線維芽細胞増殖因子(FGF)は、血管新生、創傷治癒、および胚発生に関与する増殖因子のファミリーである。FGFはヘパリン結合タンパク質であり、細胞表面関連ヘパラン硫酸プロテオグリカンとの相互作用はFGFシグナル伝達に必須であることが示されている。適切なFGF経路活性化剤は、当業者には容易に理解されよう。例示的なFGF経路活性化剤としてはFGF1、FGF2、FGF3、FGF4、FGF10、FGF11、FGF12、FGF13、FGF14、FGF15、FGF16、FGF17、FGF18、FGF19、FGF20、FGF21、FGF22、およびFGF23からなる群から選択される1つ以上の分子が挙げられるが、これらに限定されない。いくつかの態様において、FGFシグナル伝達経路に関連する細胞成分を標的とするsiRNAおよび/またはshRNAを用いてこれらの経路を活性化してもよい。

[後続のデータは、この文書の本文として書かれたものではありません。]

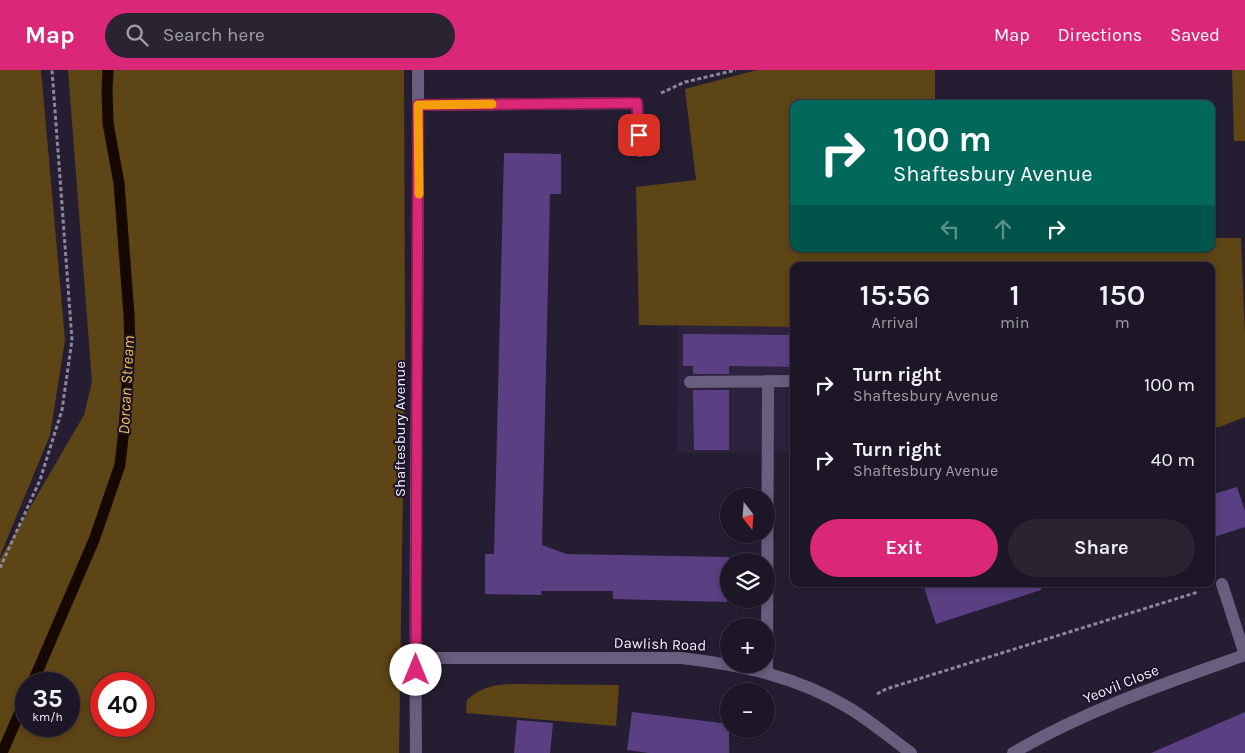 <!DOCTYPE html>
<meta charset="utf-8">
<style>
:root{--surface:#1c1626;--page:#292332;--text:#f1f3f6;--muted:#a09fa7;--line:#3a3543;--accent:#db2777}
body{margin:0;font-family:Karla,sans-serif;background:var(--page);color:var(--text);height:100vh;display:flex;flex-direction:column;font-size:19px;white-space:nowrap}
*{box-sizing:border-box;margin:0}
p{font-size:16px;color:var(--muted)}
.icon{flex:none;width:28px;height:28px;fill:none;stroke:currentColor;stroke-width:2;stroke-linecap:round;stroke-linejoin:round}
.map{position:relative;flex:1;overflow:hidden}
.side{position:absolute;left:790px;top:192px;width:425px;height:325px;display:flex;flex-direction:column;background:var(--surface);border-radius:10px;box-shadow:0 2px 8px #0003,0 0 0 1px var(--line)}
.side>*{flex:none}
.guide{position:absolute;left:790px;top:30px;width:425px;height:152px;border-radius:10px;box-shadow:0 2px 8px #0003,0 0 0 1px var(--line);background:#00695c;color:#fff;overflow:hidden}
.needle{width:32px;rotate:163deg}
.controls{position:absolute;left:720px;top:418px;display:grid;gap:10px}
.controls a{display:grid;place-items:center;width:55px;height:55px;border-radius:50%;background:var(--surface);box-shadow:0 2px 8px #0003,0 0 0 1px var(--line);font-size:25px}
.speed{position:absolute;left:15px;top:602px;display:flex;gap:10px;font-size:25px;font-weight:700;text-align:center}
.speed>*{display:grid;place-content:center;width:65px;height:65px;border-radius:50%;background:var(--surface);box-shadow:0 2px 8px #0003,0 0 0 1px var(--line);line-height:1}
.speed small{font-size:12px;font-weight:400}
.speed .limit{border:8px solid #d22;background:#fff;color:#111}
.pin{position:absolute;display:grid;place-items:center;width:42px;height:42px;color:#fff;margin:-21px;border-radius:10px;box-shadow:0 2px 8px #0006}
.me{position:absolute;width:55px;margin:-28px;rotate:0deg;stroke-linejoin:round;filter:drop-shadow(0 0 4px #0008)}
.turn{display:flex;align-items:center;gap:18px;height:105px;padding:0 20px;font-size:22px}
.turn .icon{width:65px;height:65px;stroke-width:2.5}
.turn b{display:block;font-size:35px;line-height:42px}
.lanes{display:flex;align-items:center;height:48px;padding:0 20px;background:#0003;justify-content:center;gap:25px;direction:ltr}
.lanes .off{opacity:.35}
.eta{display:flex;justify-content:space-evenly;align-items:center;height:85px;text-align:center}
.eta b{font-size:30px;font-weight:600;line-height:35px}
.primary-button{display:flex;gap:10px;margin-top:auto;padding:10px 20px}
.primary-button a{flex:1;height:58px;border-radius:30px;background:var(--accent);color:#fff;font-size:20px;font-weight:600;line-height:58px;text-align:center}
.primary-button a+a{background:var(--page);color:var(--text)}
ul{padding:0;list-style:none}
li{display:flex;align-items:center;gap:15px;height:75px;padding:0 20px}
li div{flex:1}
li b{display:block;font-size:19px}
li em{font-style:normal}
header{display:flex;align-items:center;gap:30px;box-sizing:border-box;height:70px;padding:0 25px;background:var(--accent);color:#fff}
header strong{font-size:24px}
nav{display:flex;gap:28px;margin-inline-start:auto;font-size:18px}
.search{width:350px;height:45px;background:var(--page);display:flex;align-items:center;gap:12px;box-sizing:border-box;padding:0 18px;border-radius:28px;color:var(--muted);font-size:19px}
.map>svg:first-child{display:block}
.built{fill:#2c223e}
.green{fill:#5e4516;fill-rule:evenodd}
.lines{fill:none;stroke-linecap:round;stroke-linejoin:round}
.stream{stroke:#150800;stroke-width:11}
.building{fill:#5a4083}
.path{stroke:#8d8799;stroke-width:3;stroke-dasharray:4 2.5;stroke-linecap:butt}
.service{stroke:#685e7d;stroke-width:12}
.minor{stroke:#685e7d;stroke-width:12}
.tertiary{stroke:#685e7d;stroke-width:12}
.route-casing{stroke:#8e194d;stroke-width:12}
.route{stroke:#db2777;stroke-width:9}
.slow{stroke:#f59e0b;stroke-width:9}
.labels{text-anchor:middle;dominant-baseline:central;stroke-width:4;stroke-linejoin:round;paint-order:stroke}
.street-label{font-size:15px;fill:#f4f0ff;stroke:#1c1429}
.water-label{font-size:16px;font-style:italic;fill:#f9bd51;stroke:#1c1429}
</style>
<header>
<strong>Map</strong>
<div class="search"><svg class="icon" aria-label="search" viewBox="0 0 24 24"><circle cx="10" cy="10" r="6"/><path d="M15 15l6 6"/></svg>Search here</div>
<nav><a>Map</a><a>Directions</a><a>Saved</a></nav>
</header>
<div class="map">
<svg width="1245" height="683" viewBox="0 0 1245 683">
<rect width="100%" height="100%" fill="#251e33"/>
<!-- built -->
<path class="built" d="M678 256 794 257V382L677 383Z"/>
<!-- green -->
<path class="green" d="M0 0H41L65 270 50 365 0 486Z
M68 0H404L405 285 399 683H0V489L84 345 92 312ZM26 614H69V656H26ZM101 614H144V656H101Z
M757 0H935V34H794V179H1211V168H1241L1245 265V347L1219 357 1211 358V196H794V257L639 255 636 117 696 110 685 19Z
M1232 0H1245V71H1234Z
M510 614 619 615 616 656 466 643 467 630C480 618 492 615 510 614Z"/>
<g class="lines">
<!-- stream -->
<path class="stream" d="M32 614 94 470 120 395 124 359 130 276 129 245 119 113 108 53 107 20 108 0
M2 683 26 628"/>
</g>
<!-- building -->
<path class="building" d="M504 83 561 84V124H550L542 475 566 484 729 487V522L727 521V532L613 529V521H541L542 525 485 524V484H494Z
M683 264 794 265V297L729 296V304H693V296H683Z
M693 320H729V380H694Z
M1237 417 1245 441V457L1211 468V425Z
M923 514H1040L1041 520 936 554Z
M632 642 729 654V683H649L627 680Z
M1245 642V683H1151Z
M517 650 553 653 550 683H514Z"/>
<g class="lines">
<!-- path -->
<path class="path" d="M661 23 685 12 736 0
M0 498 40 410 62 340 72 270 52 0
M877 624 886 619 1198 522"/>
<!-- service -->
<path class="service" d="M690 312 794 311
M767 602 768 311"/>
<!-- minor -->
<path class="minor" d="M418 35 637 33 640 81
M1222 514 1245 585
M415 588H681C741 595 796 606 849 638 871 651 890 668 911 683
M1013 683C1086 640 1166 613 1245 585"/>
<!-- tertiary -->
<path class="tertiary" d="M416 683C414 455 419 228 418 0"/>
</g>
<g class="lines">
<defs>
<path id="route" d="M416 600 418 35 637 33 639 65"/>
</defs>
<!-- route casing -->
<use href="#route" class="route-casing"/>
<!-- route -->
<use href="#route" class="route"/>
<!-- slow -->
<path class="slow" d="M419 124 418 35 492 34"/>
</g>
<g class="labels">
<!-- street labels -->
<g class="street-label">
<text transform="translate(400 359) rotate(-90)">Shaftesbury Avenue</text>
<text transform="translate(660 574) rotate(2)">Dawlish Road</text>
<text transform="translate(1121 614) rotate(-22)">Yeovil Close</text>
</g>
<!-- water labels -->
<g class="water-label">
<text transform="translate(126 315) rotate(-87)">Dorcan Stream</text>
</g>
</g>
</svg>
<div class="controls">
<a><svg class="needle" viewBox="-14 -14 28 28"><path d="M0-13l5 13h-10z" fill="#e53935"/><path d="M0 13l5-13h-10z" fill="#a09fa7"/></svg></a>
<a><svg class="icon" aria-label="layers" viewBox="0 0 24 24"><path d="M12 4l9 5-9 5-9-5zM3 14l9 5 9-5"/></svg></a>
<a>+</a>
<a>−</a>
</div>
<div class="speed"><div>35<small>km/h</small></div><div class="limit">40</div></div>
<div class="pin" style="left:639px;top:65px;background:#d93025"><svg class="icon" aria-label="arrive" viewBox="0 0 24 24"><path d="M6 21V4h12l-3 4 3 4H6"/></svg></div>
<svg class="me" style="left:416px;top:600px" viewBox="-20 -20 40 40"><circle r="19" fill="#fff"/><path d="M0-13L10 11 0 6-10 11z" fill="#db2777"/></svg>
<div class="guide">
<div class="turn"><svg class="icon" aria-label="right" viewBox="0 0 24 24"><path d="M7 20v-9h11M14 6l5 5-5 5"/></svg><div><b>100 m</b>Shaftesbury Avenue</div></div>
<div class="lanes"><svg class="icon off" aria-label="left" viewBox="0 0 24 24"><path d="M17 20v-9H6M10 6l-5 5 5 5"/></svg><svg class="icon off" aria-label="ahead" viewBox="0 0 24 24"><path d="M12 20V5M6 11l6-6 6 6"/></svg><svg class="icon" aria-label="right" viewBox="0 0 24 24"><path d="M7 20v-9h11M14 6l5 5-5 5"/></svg></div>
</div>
<section class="side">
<div class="eta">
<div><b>15:56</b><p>Arrival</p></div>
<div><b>1</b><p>min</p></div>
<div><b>150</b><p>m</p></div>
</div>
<ul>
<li><svg class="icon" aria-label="right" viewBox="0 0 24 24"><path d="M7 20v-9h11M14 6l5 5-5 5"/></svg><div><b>Turn right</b><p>Shaftesbury Avenue</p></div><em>100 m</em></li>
<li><svg class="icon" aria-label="right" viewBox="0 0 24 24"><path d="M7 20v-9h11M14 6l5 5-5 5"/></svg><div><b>Turn right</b><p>Shaftesbury Avenue</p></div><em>40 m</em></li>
</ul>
<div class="primary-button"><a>Exit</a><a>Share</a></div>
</section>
</div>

いくつかの実施形態では、DE培養物は、10ng/ml以上;20ng/ml以上;50ng/ml以上;75ng/ml以上;100ng/ml以上;120ng/ml以上;150ng/ml以上;200ng/ml以上;500ng/ml以上;1,000ng/ml以上;1,200ng/ml以上;1,500ng/ml以上;2,000ng/ml以上;5,000ng/ml以上;7,000ng/ml以上;10,000ng/ml以上;または15,000ng/ml以上の濃度の本明細書に記載のシグナル伝達経路の1つ以上の分子で処置される。いくつかの実施形態では、シグナル伝達分子の濃度は処置の間、一定に維持される。他の実施形態では、シグナル伝達経路の分子の濃度は、処置の過程で変化する。いくつかの実施形態において、本発明によるシグナル伝達分子は、DMEMおよびウシ胎仔血清(FBS)を含む培地に懸濁される。FBSは、2%以上、5%以上、10%以上、15%以上、20%以上、30%以上、または50%以上の濃度であり得る。当業者は、本明細書に記載されるレジメンが、限定されるものではないがFGFシグナル伝達経路における任意の分子を含む、本明細書に記載されるシグナル伝達経路の任意の既知の分子に単独でまたは組み合わせて適用可能であることを理解するであろう。
適切なGSK3阻害剤は、当業者には容易に理解されよう。例示的なGSK3阻害剤としては、例えば、GSK3βを阻害するChiron/CHIR99021が挙げられるが、これに限定されない。当業者は、開示された方法を実施するのに適したGSK3阻害剤を認識するであろう。GSK3阻害剤は、約1μM〜約100μM、または約2μM〜約50μM、または約3μM〜約25μMの量で投与されてもよい。当業者は、適切な量および期間を容易に認識するであろう。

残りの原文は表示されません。